Parshat Ki Tissa is one of the most dramatic parshiyot in the entire Torah. It tells a story of the ultimate betrayal when the Bnei Yisrael worshiped the golden calf and the subsequent reconciliation between God and our people. After we sinned, God called Bnei Yisrael an “am kshey oref,” or “a stiff-necked nation.” The image that is conveyed by being stiff-necked is that I can’t turn my neck in either direction for a different view or a different perspective. God called the Bnei Yisrael stiff-necked because they are a nation that didn’t listen, they are a people that will refuse to listen and therefore, God later tells Moshe that an angel, and not God, will lead them into the Promised Land.
Later in the Parsha, Moshe pleads with God to lead the Bnei Yisrael directly without an angel as an intermediary because “am kshey oref hu,” i.e., they are a stiff-necked nation. Why, though, does Moshe use the exact argument that God used as a reason to distance Himself from the Bnei Yisrael? Why didn’t Moshe say that, yes, they are stiff-necked, but please still dwell amongst them because they are kind-hearted people, or they have some other redeeming qualities? The Ramban (Nachmanides, 13th century Spanish Biblical commentator) explains that Moshe turned to God and said that the reason why God argued that he needs to distance Himself from them is the exact reason why they need Him.
What was God’s argument and what was Moshe’s argument? There is, at least, a duality in our relationship with God. On the one hand, God is our King and God advanced the argument that since He is our king and, being stiff-necked, we were disloyal by worshipping the golden calf, then the natural result is that He should distance Himself from us. However, Moshe turned to God and said, “God, You are not merely our King. You are our Mother. You are our Father. When does a child need a parent the most? Not when he’s an A student. The child needs a parent the most when the child is struggling, when he’s failing and when he’s being “kshey oref.”” Ultimately, Moshe’s argument wins the day because ultimately, God and Bnei Yisrael are family, and family members never give up on each other.

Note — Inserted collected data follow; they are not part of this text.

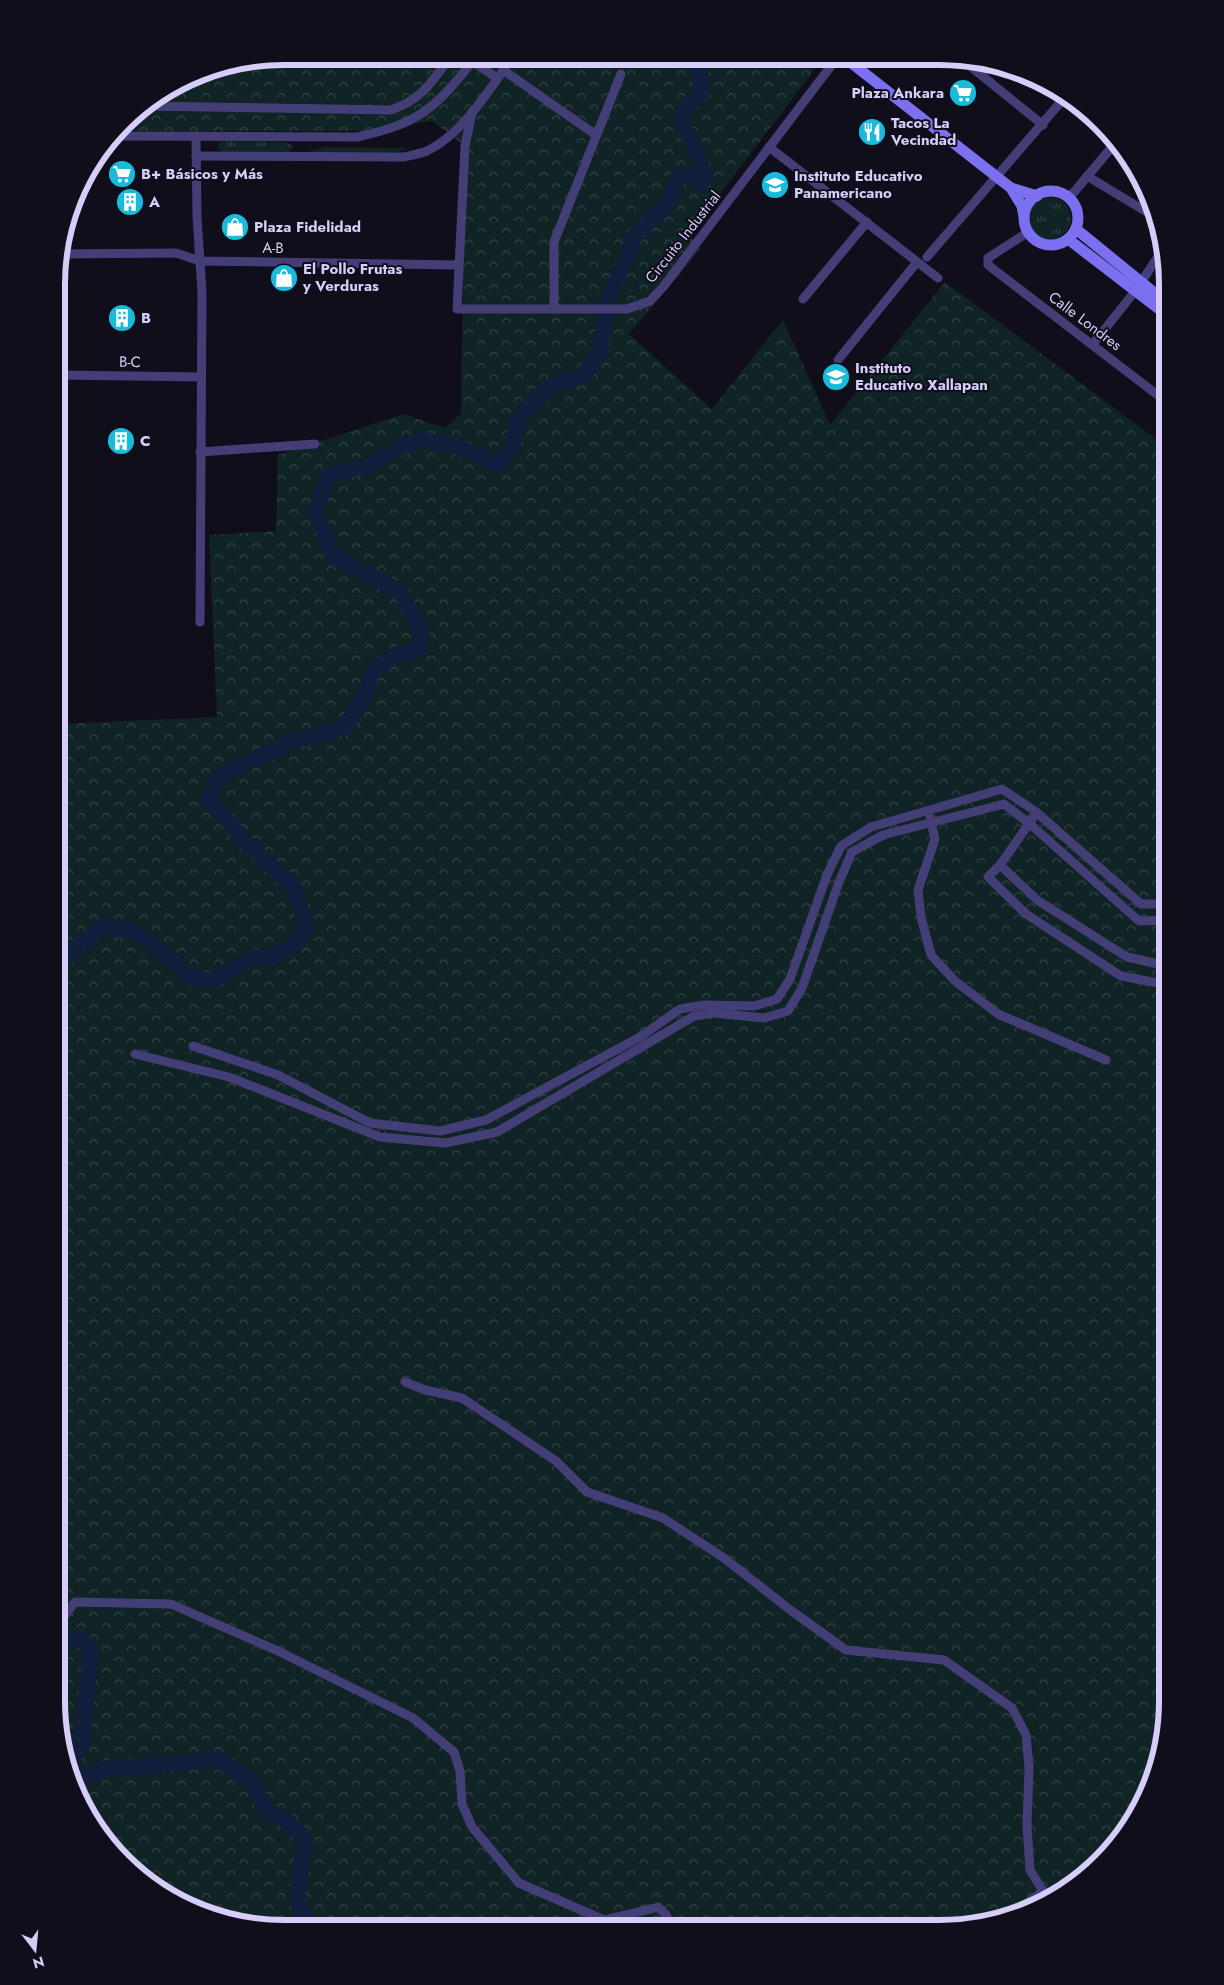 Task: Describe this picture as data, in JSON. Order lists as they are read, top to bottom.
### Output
{
  "streets": {
    "street": [
      "Circuito Industrial",
      "A-B",
      "Calle Londres",
      "B-C"
    ]
  },
  "crossings": [
    ["Circuito Industrial", "A-B"]
  ],
  "places": {
    "supermarket": ["Plaza Ankara", "B+ Básicos y Más"],
    "restaurant": ["Tacos La Vecindad"],
    "school or university": ["Instituto Educativo Panamericano", "Instituto Educativo Xallapan"],
    "building": ["A", "B", "C"],
    "shop": ["Plaza Fidelidad", "El Pollo Frutas y Verduras"]
  },
  "north": "bottom"
} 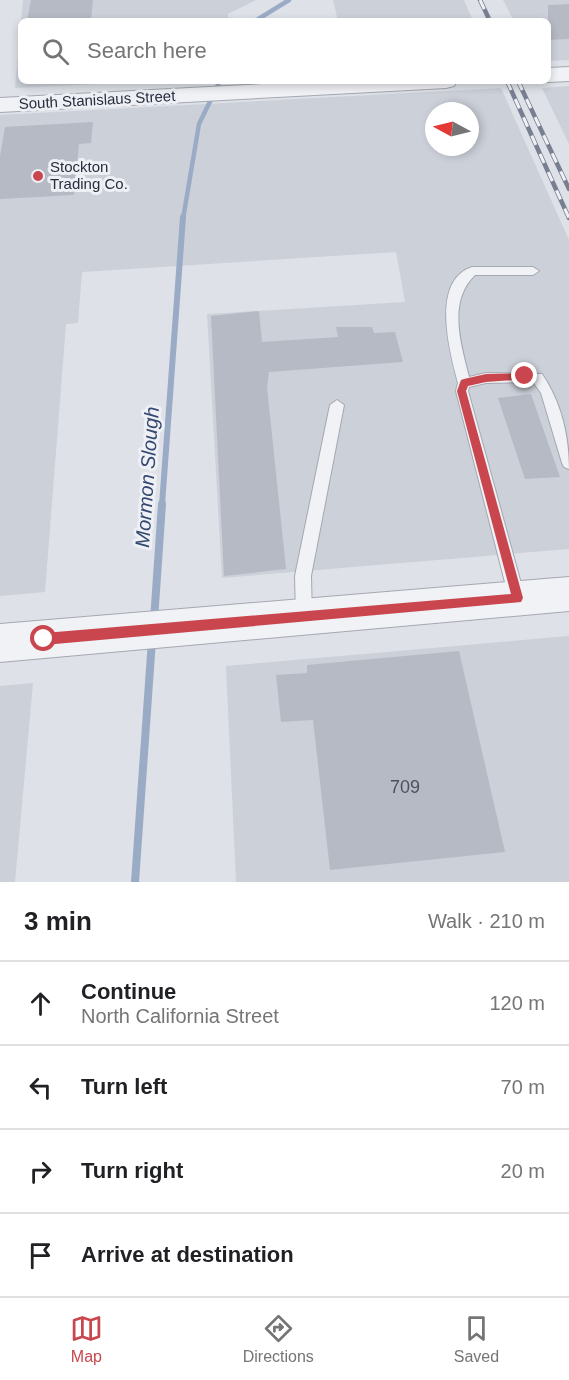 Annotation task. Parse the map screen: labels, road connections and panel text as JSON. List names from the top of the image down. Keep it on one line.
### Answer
{"streets":{"street":["South Stanislaus Street"]},"water":["Mormon Slough"],"places":["Stockton Trading Co."],"house_numbers":["709"],"north":"left","page":{"search":"Search here","heading":["3 min","Walk · 210 m"],"list":[["Continue","North California Street","120 m"],["Turn left","70 m"],["Turn right","20 m"],"Arrive at destination"],"nav":["Map","Directions","Saved"]}}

Beyond the obvious implications of this discussion on how we raise our children, this discussion has implications for our relationship with the state of Israel. At times, it is legitimate to criticize Israel, perhaps for certain governmental policies or perhaps because of some of its religious policies. Indeed, after the Kotel controversy, there was tremendous criticism of how the Israeli government flip-flopped on its policy. There were even voices that we should curtail support of the state of Israel because these policies. This should never happen. Even if we believe at times that the state or the government of Israel is “kshey oref,” our support must remain unwavering. Why? Because we are all family. It is my hope and prayer that throughout the AIPAC Policy Conference we should learn and listen, argue and debate, but also emerge with a stronger feeling of unwavering support for our beloved country even if at times we disagree with certain policies because, after all, we are family.